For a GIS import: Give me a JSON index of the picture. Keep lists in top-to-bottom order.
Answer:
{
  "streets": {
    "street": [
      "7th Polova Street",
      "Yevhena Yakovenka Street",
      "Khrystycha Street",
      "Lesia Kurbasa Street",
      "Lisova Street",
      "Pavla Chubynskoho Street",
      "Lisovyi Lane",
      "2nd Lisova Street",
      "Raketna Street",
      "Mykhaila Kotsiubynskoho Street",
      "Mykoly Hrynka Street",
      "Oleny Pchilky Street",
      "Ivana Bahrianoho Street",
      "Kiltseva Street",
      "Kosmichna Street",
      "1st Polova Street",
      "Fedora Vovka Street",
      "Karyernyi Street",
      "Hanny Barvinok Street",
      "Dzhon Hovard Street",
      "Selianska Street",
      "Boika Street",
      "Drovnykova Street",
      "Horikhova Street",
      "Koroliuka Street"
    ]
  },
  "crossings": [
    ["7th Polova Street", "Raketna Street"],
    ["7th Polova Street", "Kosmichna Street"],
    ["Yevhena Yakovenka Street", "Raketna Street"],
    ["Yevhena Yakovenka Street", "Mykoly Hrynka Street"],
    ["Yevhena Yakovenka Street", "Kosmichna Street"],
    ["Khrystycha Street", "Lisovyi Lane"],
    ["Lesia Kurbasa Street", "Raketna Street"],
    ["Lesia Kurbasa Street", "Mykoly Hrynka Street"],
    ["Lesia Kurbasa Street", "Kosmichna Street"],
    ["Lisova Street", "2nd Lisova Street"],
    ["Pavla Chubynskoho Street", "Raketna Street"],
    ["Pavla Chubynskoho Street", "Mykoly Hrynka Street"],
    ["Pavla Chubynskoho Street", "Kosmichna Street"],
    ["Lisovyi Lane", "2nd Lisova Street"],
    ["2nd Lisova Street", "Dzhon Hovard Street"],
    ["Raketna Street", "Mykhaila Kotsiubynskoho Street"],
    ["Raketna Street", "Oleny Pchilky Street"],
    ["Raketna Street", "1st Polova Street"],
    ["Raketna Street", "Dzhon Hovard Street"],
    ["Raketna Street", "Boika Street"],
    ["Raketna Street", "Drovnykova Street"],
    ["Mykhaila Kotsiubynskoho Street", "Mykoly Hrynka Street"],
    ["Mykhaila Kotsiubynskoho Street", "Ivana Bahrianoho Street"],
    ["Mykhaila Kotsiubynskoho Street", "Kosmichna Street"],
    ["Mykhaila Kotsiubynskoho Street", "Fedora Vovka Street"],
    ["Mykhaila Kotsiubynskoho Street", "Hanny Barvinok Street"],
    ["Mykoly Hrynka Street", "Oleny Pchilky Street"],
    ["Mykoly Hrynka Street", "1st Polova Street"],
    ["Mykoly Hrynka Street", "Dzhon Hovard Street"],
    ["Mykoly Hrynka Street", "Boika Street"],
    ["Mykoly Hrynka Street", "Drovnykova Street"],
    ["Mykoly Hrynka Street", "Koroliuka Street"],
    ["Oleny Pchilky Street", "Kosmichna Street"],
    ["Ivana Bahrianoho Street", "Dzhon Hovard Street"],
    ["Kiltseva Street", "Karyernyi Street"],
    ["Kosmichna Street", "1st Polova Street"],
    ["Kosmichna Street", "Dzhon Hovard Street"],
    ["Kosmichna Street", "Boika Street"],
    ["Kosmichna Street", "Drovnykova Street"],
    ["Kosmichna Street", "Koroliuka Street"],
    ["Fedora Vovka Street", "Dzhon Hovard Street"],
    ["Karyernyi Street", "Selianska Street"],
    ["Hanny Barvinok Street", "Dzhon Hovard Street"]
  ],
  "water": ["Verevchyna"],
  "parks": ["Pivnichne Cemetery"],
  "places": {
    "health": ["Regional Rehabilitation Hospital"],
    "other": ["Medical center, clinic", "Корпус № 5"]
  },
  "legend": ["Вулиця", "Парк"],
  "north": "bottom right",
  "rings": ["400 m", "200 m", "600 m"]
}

**What the exercise asks**
Using the data above, show each line where "Barvinok" occurs.

**Exercise output**
      "Hanny Barvinok Street",
    ["Mykhaila Kotsiubynskoho Street", "Hanny Barvinok Street"],
    ["Hanny Barvinok Street", "Dzhon Hovard Street"]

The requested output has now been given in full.